Items from a dataset:
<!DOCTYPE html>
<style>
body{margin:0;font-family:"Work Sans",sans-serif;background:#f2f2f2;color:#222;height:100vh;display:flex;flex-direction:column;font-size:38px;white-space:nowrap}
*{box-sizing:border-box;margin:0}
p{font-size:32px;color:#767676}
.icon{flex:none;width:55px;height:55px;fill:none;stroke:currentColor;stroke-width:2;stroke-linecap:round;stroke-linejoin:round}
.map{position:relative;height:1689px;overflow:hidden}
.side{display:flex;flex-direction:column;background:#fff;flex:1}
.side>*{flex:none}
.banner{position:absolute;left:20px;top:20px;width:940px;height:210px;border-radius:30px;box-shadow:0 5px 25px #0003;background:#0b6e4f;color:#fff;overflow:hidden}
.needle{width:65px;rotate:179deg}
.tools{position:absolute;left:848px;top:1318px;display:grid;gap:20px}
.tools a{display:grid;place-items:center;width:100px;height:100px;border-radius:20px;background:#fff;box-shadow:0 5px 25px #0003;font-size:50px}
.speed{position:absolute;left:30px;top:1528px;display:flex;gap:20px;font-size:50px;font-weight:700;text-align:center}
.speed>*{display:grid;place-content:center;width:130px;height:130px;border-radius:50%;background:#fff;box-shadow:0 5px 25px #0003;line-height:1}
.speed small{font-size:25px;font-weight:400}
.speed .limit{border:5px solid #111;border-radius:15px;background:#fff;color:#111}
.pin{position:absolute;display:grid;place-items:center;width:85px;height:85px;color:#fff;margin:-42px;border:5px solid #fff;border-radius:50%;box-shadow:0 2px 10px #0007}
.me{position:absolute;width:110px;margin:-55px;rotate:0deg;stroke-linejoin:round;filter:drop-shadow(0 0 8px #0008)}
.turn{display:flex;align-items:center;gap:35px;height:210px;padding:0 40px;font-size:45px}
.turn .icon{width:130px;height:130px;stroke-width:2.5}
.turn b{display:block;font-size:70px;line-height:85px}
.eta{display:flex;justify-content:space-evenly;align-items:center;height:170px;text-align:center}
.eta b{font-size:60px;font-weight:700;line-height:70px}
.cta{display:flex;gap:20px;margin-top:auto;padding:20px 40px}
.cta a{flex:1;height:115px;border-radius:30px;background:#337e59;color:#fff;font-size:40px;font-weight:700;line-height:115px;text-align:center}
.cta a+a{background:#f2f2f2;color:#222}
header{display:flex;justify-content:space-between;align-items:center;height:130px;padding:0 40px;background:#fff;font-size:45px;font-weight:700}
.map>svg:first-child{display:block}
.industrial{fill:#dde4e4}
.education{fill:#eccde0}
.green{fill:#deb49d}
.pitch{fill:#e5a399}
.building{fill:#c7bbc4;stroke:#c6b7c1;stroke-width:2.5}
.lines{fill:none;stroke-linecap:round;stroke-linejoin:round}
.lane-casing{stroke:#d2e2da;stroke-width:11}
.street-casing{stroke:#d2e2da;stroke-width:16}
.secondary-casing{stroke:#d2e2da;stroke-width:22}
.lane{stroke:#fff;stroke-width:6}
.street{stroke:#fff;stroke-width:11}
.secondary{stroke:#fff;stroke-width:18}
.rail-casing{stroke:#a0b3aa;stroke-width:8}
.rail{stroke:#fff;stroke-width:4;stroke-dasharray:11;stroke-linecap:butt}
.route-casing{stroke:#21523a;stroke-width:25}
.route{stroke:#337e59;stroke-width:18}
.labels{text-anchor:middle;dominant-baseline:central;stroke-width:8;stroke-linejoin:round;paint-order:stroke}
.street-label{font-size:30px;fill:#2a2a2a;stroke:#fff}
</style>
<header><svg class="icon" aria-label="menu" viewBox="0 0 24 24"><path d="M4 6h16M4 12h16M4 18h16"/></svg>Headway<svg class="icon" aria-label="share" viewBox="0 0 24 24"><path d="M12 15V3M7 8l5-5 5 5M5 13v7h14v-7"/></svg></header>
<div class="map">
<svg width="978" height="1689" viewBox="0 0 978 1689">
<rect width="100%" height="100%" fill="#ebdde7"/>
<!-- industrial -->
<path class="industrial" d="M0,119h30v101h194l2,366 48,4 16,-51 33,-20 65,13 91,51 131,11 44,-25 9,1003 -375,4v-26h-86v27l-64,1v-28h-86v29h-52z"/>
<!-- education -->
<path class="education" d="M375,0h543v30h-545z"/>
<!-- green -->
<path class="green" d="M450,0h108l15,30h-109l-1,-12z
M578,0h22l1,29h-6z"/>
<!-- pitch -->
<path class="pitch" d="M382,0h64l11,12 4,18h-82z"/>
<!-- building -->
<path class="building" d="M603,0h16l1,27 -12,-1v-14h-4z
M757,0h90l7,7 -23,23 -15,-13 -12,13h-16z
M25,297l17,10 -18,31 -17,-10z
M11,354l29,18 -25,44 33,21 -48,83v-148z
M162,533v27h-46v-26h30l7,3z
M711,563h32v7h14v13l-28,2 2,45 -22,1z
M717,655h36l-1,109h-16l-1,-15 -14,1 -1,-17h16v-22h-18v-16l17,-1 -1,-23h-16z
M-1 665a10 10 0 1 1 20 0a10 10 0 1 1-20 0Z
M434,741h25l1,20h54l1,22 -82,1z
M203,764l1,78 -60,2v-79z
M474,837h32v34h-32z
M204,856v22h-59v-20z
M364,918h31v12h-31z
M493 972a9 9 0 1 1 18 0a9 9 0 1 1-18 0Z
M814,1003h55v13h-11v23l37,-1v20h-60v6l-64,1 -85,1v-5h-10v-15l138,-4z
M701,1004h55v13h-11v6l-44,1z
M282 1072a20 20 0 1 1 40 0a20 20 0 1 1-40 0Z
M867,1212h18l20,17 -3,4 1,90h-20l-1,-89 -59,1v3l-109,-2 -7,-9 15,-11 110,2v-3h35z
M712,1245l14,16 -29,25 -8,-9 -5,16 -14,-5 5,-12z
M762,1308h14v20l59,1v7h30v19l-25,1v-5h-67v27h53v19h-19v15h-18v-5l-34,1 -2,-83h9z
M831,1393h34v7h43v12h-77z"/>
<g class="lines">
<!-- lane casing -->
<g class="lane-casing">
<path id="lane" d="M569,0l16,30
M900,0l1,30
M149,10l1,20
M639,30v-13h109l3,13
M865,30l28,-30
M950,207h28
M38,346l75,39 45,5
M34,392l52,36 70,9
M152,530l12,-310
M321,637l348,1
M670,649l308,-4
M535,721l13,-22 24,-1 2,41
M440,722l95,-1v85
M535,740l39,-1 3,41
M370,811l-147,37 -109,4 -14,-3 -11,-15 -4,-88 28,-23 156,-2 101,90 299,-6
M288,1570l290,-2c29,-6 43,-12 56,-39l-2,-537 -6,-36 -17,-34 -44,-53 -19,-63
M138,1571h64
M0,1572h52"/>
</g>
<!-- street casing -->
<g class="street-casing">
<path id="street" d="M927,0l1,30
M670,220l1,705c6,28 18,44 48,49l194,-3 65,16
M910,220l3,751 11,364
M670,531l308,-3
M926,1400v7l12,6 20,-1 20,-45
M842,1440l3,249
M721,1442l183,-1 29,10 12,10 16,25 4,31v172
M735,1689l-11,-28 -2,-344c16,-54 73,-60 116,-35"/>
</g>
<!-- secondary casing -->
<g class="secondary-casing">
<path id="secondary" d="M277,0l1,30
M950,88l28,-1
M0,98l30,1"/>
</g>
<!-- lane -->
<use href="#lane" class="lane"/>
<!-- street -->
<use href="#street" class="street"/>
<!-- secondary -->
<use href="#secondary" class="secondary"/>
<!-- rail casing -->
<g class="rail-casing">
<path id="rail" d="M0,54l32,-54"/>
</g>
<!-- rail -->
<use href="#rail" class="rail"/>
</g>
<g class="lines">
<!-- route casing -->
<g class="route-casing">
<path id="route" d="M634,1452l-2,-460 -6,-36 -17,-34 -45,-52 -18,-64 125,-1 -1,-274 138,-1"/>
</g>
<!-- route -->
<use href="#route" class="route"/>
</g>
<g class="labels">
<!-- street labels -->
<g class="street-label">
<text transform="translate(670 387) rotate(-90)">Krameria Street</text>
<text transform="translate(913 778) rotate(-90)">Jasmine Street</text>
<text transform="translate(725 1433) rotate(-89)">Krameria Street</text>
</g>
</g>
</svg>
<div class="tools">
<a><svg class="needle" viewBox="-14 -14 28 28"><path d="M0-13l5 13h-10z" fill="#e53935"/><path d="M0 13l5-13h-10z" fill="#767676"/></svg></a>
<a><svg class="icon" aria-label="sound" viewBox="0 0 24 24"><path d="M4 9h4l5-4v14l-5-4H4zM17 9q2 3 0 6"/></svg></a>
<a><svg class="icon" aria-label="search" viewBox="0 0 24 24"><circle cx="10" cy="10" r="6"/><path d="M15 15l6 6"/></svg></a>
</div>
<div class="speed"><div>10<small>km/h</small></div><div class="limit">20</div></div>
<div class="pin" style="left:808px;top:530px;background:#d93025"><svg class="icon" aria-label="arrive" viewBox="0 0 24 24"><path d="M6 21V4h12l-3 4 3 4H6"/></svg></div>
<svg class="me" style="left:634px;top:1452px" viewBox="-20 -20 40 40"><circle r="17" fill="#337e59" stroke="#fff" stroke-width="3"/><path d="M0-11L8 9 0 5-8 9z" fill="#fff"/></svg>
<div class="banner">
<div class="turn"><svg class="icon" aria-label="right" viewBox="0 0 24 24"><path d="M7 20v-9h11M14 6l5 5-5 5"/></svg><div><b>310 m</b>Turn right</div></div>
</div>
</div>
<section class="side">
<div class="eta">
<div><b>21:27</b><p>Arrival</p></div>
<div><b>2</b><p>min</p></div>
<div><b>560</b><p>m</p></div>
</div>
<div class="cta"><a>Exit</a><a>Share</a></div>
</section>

* [Exercise instructions]: Find each line above that contains "limit", and copy those lines.

* [Reply to the exercise]:
.speed .limit{border:5px solid #111;border-radius:15px;background:#fff;color:#111}
<div class="speed"><div>10<small>km/h</small></div><div class="limit">20</div></div>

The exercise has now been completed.